Not old by normal standards—she’s five years younger than I am, and I’m still young, right? Right?!—but for a pop singer having her big (which is to say medium) 40,000-copies-in-six-months moment, CRJ was kind of on the old side. She was nearly 30 when Emotion came out; even when her actual megahit “Call Me Maybe” took the world by storm in 2012, she was in her late twenties, and a full nine years younger than Justin Bieber, the beloved pop singer who gave her a major commercial boost. Listening to Emotion, I had the distinct sense that this was a person who had lived with herself—her personality, her disappointments, her music tastes—a little longer than the barely-formed kiddos hailed as ingénues and prodigies at 17, 18, 19, the normal (which is to say insane) age for coming of age as a peppy new pop star.
That might seem absurd, because Emotion does include as one of its highlights a song called “I Really Really Really Like You.” By most standards and by her own design, CRJ’s musings are not overly sophisticated. She captures crush-rush and shruggy-emoticon break-ups and fleeting empowerment; she’s not introspective and melancholy and wry, like Jenny Lewis (to cite another singer I’d follow anywhere at this point). But the craft of Jepsen’s songs is often sophisticated, and that’s especially noticeable on “Want You In My Room,” a cut from her hotly anticipated 2019 record Dedicated.

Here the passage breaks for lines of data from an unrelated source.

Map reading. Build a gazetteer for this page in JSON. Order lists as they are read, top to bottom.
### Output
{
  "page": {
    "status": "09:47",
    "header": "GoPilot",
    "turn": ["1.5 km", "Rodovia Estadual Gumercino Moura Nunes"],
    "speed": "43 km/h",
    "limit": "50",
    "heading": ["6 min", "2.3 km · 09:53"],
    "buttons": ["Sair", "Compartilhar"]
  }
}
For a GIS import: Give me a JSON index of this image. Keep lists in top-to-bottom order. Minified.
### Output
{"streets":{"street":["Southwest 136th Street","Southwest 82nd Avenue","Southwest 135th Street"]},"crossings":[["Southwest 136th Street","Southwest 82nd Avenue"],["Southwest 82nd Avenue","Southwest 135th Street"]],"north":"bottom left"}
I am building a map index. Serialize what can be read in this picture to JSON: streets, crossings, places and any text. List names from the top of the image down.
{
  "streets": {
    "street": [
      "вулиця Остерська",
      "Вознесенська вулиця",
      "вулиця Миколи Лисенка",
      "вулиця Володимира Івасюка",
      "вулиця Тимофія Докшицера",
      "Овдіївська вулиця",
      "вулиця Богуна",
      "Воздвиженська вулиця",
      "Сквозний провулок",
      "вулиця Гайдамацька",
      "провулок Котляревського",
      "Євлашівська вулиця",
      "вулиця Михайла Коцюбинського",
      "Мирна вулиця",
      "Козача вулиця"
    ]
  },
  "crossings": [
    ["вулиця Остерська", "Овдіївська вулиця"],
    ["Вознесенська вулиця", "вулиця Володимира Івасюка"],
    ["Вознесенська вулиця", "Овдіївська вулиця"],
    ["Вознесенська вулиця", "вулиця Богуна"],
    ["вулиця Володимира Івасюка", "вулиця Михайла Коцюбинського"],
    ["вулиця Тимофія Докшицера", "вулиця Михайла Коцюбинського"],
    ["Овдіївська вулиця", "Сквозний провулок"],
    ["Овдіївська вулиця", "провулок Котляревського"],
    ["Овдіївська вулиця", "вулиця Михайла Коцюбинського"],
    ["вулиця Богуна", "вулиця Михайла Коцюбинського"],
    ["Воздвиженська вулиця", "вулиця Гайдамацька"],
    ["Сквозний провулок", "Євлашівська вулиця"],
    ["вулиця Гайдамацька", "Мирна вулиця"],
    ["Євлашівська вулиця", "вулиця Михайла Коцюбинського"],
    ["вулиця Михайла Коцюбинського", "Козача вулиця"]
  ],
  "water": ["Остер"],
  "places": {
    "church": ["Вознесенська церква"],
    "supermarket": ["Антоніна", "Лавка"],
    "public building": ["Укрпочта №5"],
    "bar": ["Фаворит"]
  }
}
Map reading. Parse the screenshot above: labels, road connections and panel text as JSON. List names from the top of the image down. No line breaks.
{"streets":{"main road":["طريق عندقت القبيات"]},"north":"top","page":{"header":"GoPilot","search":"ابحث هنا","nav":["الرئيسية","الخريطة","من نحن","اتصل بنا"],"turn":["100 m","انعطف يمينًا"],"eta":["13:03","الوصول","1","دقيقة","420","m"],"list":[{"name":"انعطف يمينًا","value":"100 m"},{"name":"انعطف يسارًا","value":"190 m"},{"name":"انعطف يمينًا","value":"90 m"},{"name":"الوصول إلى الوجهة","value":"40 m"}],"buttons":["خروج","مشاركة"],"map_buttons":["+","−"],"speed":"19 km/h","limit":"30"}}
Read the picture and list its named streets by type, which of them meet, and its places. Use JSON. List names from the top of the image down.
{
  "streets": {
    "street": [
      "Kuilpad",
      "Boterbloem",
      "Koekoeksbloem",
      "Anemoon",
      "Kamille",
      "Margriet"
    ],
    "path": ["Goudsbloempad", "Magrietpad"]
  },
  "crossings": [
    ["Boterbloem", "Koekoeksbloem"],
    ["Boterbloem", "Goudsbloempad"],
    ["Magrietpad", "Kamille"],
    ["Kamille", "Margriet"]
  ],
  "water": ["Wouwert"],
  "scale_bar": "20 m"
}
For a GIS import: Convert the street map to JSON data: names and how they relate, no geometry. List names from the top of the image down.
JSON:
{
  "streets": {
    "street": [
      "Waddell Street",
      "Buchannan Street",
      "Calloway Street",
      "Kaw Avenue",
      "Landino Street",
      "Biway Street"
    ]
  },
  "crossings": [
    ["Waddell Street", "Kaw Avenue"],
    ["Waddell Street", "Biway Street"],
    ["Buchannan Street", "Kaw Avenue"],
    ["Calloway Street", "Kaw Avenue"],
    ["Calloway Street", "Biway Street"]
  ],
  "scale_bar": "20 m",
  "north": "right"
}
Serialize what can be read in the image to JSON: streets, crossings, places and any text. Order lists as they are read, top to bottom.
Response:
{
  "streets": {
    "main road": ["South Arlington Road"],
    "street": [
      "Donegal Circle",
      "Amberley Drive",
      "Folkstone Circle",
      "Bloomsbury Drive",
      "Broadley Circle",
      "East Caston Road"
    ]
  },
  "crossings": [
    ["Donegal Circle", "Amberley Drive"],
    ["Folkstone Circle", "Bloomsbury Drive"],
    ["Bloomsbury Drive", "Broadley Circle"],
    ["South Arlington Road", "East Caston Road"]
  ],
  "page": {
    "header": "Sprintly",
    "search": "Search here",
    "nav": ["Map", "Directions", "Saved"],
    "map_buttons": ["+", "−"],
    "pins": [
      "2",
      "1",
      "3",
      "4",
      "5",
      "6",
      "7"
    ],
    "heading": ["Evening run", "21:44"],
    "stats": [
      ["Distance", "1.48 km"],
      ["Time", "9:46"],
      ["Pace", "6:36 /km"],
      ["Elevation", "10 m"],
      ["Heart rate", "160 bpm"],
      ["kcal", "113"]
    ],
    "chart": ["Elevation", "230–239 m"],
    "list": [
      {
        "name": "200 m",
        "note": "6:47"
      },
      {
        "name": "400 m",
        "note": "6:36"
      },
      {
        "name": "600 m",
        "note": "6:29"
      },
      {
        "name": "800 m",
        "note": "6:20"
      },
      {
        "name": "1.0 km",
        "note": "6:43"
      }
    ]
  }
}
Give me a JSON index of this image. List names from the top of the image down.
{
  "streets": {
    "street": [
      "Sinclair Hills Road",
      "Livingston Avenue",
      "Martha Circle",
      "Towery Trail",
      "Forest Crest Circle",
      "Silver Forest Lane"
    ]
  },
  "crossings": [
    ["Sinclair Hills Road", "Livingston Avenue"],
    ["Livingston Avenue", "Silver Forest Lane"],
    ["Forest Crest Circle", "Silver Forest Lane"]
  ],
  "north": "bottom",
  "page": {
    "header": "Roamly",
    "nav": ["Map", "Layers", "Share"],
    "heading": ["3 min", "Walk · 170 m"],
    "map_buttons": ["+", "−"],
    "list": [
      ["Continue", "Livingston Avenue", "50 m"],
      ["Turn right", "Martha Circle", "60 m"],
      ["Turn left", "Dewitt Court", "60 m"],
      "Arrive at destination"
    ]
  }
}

I get the sense that Dedicated received a relatively muted reception from some of the CRJ faithful—though anyone faithful enough to see her in concert could see the new songs greeted with appropriate rapture. It’s not quite as bouncy or immediate as Emotion, and feels a little more, well, yeah, mature. A little more MOR, if we’re feeling unkind. But the album’s many highlights reveal themselves; it just happens a little slower than it did on Emotion. And the great thing about “Want You In My Room” is that it’s not especially tasteful. CRJ kicks it off with kind of an exaggerated seductive-baby voice, giving way to sultrier-toned come-ons in the next verse, and then a robo-voiced chorus stating her desires plainly: “I want you in my room,” the voice I visualize as Robo-CRJ robo-sings. “On the bed, on the floor,” Regular CRJ adds. There’s a falsetto “I wanna do bad things to you!” and an invitation to “slide on through my window.”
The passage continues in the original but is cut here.